-- Your assignment --
Write out every entry below exactly as it appears. Pictures do not belong in the copy.

Top of Data for analysis

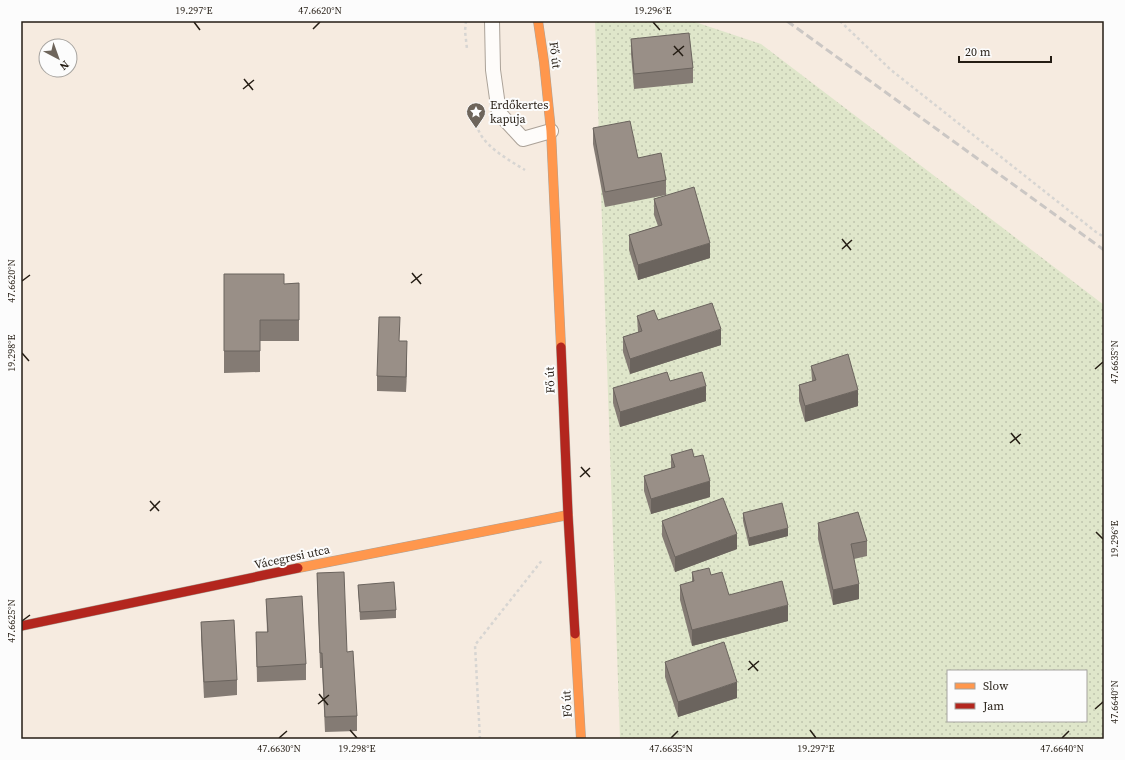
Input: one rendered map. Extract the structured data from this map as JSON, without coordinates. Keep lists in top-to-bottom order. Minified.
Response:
{"streets":{"main road":["Fő út","Vácegresi utca"]},"crossings":[["Fő út","Vácegresi utca"]],"places":{"place":["Erdőkertes kapuja"]},"legend":["Slow","Jam"],"scale_bar":"20 m","north":"bottom right","coordinates":["19.297°E","47.6620°N","19.296°E","19.298°E","47.6635°N","47.6625°N","47.6640°N","47.6630°N"]}
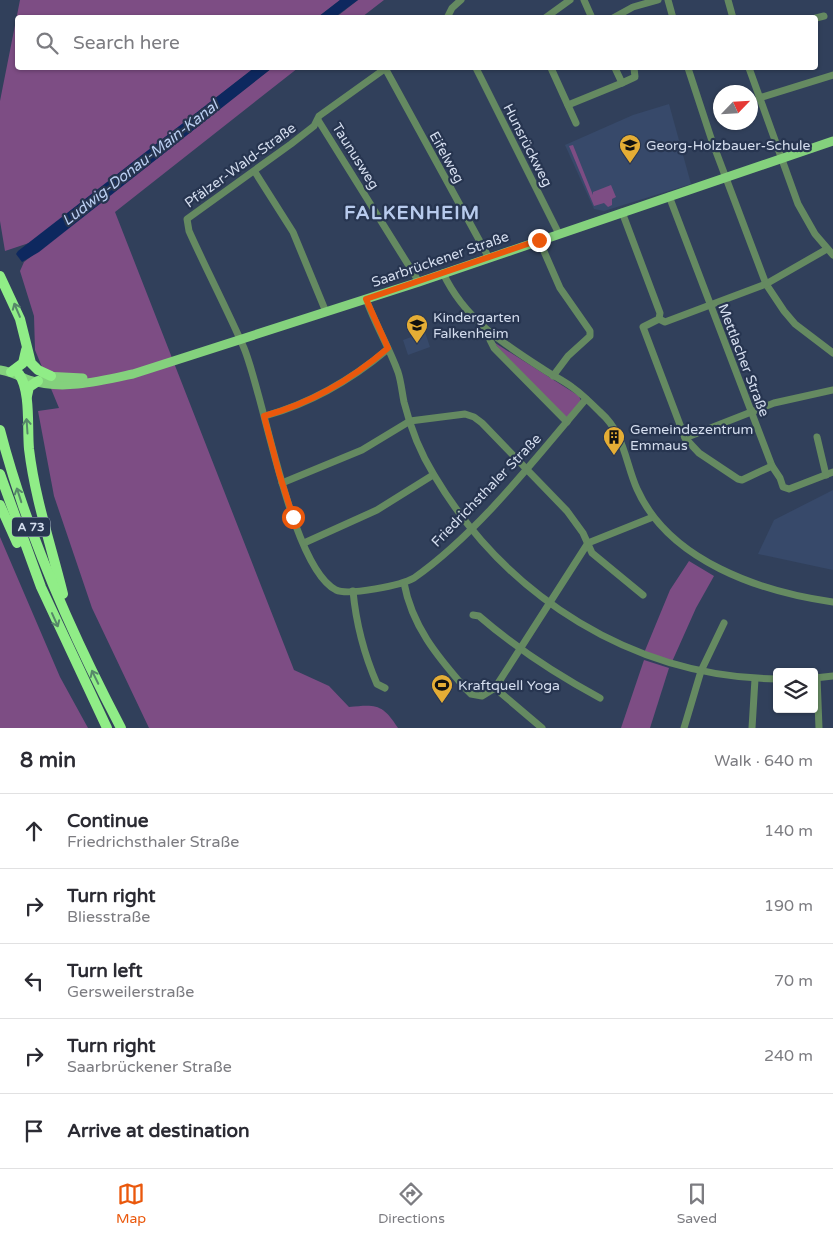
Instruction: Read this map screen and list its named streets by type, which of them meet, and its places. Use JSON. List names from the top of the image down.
{
  "streets": {
    "highway": ["A 73"],
    "main road": ["Saarbrückener Straße"],
    "street": [
      "Hunsrückweg",
      "Taunusweg",
      "Eifelweg",
      "Pfälzer-Wald-Straße",
      "Mettlacher Straße",
      "Friedrichsthaler Straße"
    ]
  },
  "crossings": [
    ["Hunsrückweg", "Saarbrückener Straße"],
    ["Taunusweg", "Pfälzer-Wald-Straße"],
    ["Taunusweg", "Saarbrückener Straße"],
    ["Eifelweg", "Saarbrückener Straße"],
    ["Pfälzer-Wald-Straße", "Saarbrückener Straße"],
    ["Pfälzer-Wald-Straße", "Friedrichsthaler Straße"],
    ["Saarbrückener Straße", "Mettlacher Straße"],
    ["Saarbrückener Straße", "Friedrichsthaler Straße"]
  ],
  "districts": ["FALKENHEIM"],
  "water": ["Ludwig-Donau-Main-Kanal"],
  "places": {
    "school or university": ["Georg-Holzbauer-Schule", "Kindergarten Falkenheim"],
    "building": ["Gemeindezentrum Emmaus"],
    "sports": ["Kraftquell Yoga"]
  },
  "north": "top right",
  "page": {
    "search": "Search here",
    "heading": ["8 min", "Walk · 640 m"],
    "list": [
      ["Continue", "Friedrichsthaler Straße", "140 m"],
      ["Turn right", "Bliesstraße", "190 m"],
      ["Turn left", "Gersweilerstraße", "70 m"],
      ["Turn right", "Saarbrückener Straße", "240 m"],
      "Arrive at destination"
    ],
    "nav": ["Map", "Directions", "Saved"]
  }
}
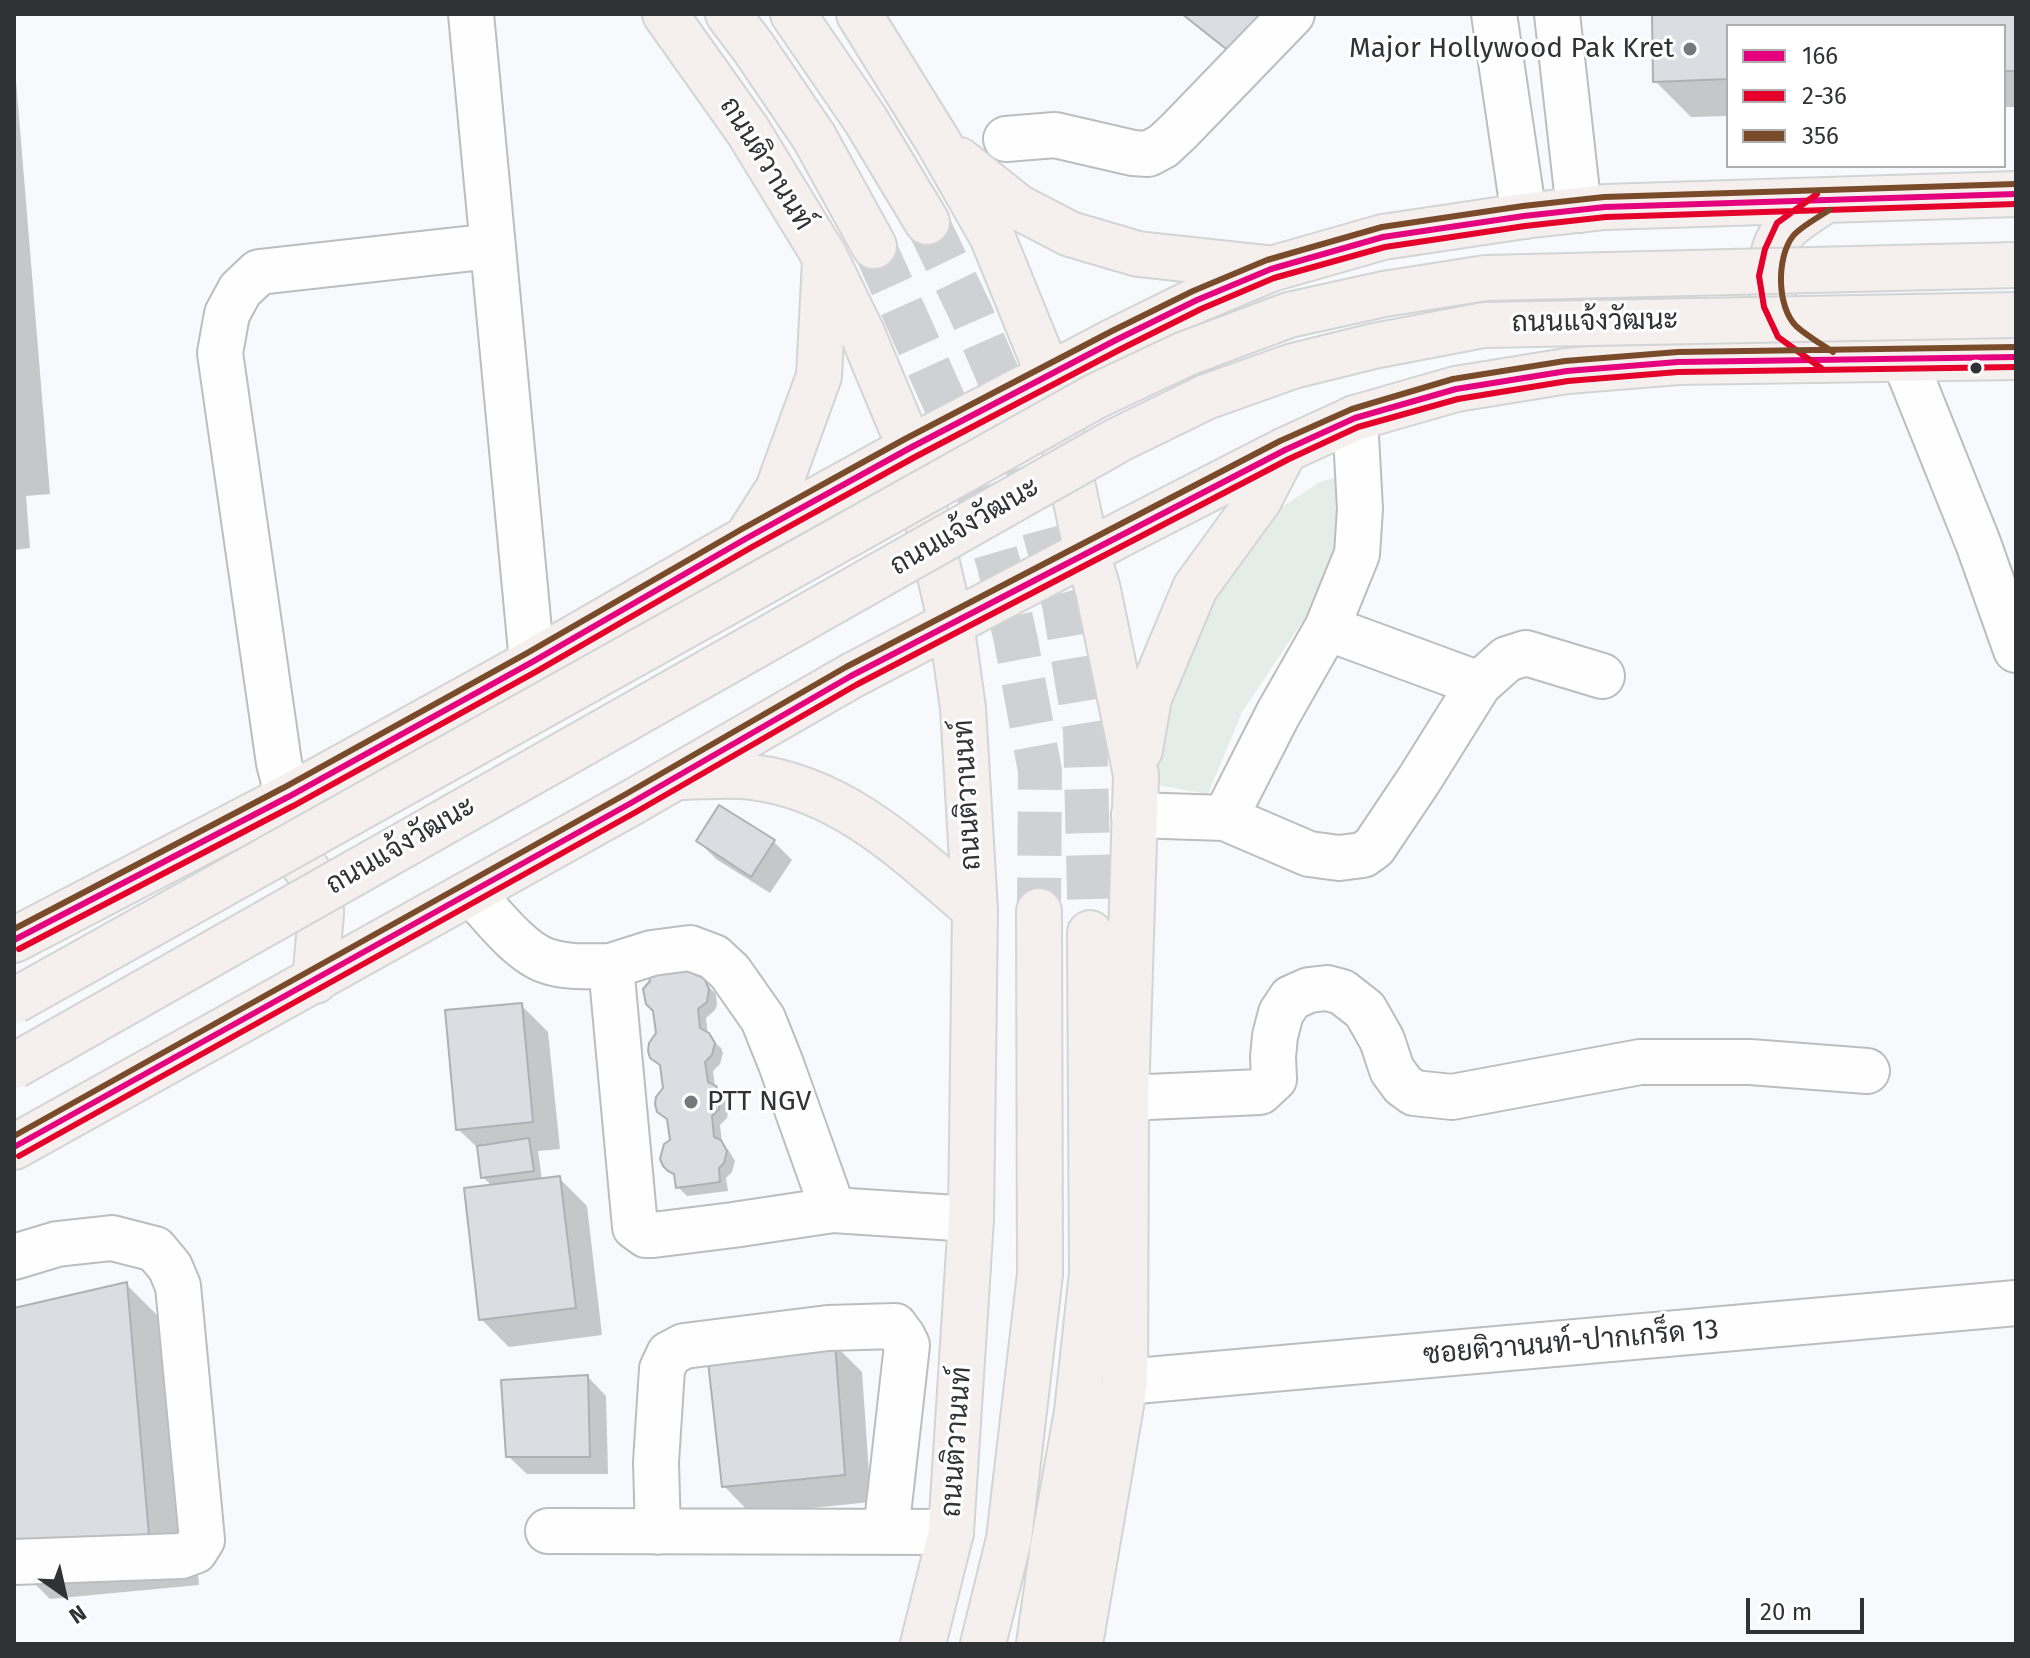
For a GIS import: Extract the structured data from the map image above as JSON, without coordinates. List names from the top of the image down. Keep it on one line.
{"streets":{"main road":["ถนนติวานนท์","ถนนแจ้งวัฒนะ"],"street":["ซอยติวานนท์-ปากเกร็ด 13"]},"crossings":[["ถนนติวานนท์","ถนนแจ้งวัฒนะ"]],"places":["Major Hollywood Pak Kret","PTT NGV"],"lines":["transit line 356","transit line 166","transit line 2-36"],"legend":["166","2-36","356"],"scale_bar":"20 m","north":"bottom right"}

Bottom of Data for analysis

-- Answer --
Input: one rendered map. Extract the structured data from this map as JSON, without coordinates. Keep lists in top-to-bottom order. Minified.
Response:
{"streets":{"main road":["Fő út","Vácegresi utca"]},"crossings":[["Fő út","Vácegresi utca"]],"places":{"place":["Erdőkertes kapuja"]},"legend":["Slow","Jam"],"scale_bar":"20 m","north":"bottom right","coordinates":["19.297°E","47.6620°N","19.296°E","19.298°E","47.6635°N","47.6625°N","47.6640°N","47.6630°N"]}
Instruction: Read this map screen and list its named streets by type, which of them meet, and its places. Use JSON. List names from the top of the image down.
{
  "streets": {
    "highway": ["A 73"],
    "main road": ["Saarbrückener Straße"],
    "street": [
      "Hunsrückweg",
      "Taunusweg",
      "Eifelweg",
      "Pfälzer-Wald-Straße",
      "Mettlacher Straße",
      "Friedrichsthaler Straße"
    ]
  },
  "crossings": [
    ["Hunsrückweg", "Saarbrückener Straße"],
    ["Taunusweg", "Pfälzer-Wald-Straße"],
    ["Taunusweg", "Saarbrückener Straße"],
    ["Eifelweg", "Saarbrückener Straße"],
    ["Pfälzer-Wald-Straße", "Saarbrückener Straße"],
    ["Pfälzer-Wald-Straße", "Friedrichsthaler Straße"],
    ["Saarbrückener Straße", "Mettlacher Straße"],
    ["Saarbrückener Straße", "Friedrichsthaler Straße"]
  ],
  "districts": ["FALKENHEIM"],
  "water": ["Ludwig-Donau-Main-Kanal"],
  "places": {
    "school or university": ["Georg-Holzbauer-Schule", "Kindergarten Falkenheim"],
    "building": ["Gemeindezentrum Emmaus"],
    "sports": ["Kraftquell Yoga"]
  },
  "north": "top right",
  "page": {
    "search": "Search here",
    "heading": ["8 min", "Walk · 640 m"],
    "list": [
      ["Continue", "Friedrichsthaler Straße", "140 m"],
      ["Turn right", "Bliesstraße", "190 m"],
      ["Turn left", "Gersweilerstraße", "70 m"],
      ["Turn right", "Saarbrückener Straße", "240 m"],
      "Arrive at destination"
    ],
    "nav": ["Map", "Directions", "Saved"]
  }
}
For a GIS import: Extract the structured data from the map image above as JSON, without coordinates. List names from the top of the image down. Keep it on one line.
{"streets":{"main road":["ถนนติวานนท์","ถนนแจ้งวัฒนะ"],"street":["ซอยติวานนท์-ปากเกร็ด 13"]},"crossings":[["ถนนติวานนท์","ถนนแจ้งวัฒนะ"]],"places":["Major Hollywood Pak Kret","PTT NGV"],"lines":["transit line 356","transit line 166","transit line 2-36"],"legend":["166","2-36","356"],"scale_bar":"20 m","north":"bottom right"}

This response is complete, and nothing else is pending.